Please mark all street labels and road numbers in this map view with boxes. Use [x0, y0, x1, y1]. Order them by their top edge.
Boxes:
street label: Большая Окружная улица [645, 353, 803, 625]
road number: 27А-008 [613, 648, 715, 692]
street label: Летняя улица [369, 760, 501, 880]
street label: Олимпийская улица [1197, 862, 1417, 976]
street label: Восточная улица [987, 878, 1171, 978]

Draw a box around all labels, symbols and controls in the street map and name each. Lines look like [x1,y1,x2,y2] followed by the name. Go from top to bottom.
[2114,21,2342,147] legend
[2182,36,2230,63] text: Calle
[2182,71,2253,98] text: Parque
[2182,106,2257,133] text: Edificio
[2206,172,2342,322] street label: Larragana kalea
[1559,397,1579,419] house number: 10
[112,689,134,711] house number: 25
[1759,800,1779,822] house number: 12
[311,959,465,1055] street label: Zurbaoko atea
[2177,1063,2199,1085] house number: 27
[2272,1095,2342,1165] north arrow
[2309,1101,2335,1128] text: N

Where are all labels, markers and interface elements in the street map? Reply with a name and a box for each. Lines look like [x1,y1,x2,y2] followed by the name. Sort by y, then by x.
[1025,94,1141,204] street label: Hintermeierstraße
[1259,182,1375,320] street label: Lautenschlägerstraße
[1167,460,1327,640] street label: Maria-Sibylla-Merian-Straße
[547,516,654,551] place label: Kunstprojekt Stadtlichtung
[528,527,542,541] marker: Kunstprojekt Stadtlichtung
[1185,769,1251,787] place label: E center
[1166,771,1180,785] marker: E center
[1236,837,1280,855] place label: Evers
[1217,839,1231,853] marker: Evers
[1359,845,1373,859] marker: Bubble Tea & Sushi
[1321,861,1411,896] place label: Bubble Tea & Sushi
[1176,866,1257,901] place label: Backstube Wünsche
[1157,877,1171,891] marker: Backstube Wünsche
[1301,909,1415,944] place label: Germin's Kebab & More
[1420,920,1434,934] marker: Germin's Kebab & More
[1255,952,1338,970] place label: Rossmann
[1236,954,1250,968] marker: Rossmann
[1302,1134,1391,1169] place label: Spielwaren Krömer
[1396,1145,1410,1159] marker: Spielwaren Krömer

• Exercise prompt: Each line of the records above must be copied exactly.

• Your solution:
Please mark all street labels and road numbers in this map view with boxes. Use [x0, y0, x1, y1]. Order them by their top edge.
Boxes:
street label: Большая Окружная улица [645, 353, 803, 625]
road number: 27А-008 [613, 648, 715, 692]
street label: Летняя улица [369, 760, 501, 880]
street label: Олимпийская улица [1197, 862, 1417, 976]
street label: Восточная улица [987, 878, 1171, 978]

Draw a box around all labels, symbols and controls in the street map and name each. Lines look like [x1,y1,x2,y2] followed by the name. Go from top to bottom.
[2114,21,2342,147] legend
[2182,36,2230,63] text: Calle
[2182,71,2253,98] text: Parque
[2182,106,2257,133] text: Edificio
[2206,172,2342,322] street label: Larragana kalea
[1559,397,1579,419] house number: 10
[112,689,134,711] house number: 25
[1759,800,1779,822] house number: 12
[311,959,465,1055] street label: Zurbaoko atea
[2177,1063,2199,1085] house number: 27
[2272,1095,2342,1165] north arrow
[2309,1101,2335,1128] text: N

Where are all labels, markers and interface elements in the street map? Reply with a name and a box for each. Lines look like [x1,y1,x2,y2] followed by the name. Sort by y, then by x.
[1025,94,1141,204] street label: Hintermeierstraße
[1259,182,1375,320] street label: Lautenschlägerstraße
[1167,460,1327,640] street label: Maria-Sibylla-Merian-Straße
[547,516,654,551] place label: Kunstprojekt Stadtlichtung
[528,527,542,541] marker: Kunstprojekt Stadtlichtung
[1185,769,1251,787] place label: E center
[1166,771,1180,785] marker: E center
[1236,837,1280,855] place label: Evers
[1217,839,1231,853] marker: Evers
[1359,845,1373,859] marker: Bubble Tea & Sushi
[1321,861,1411,896] place label: Bubble Tea & Sushi
[1176,866,1257,901] place label: Backstube Wünsche
[1157,877,1171,891] marker: Backstube Wünsche
[1301,909,1415,944] place label: Germin's Kebab & More
[1420,920,1434,934] marker: Germin's Kebab & More
[1255,952,1338,970] place label: Rossmann
[1236,954,1250,968] marker: Rossmann
[1302,1134,1391,1169] place label: Spielwaren Krömer
[1396,1145,1410,1159] marker: Spielwaren Krömer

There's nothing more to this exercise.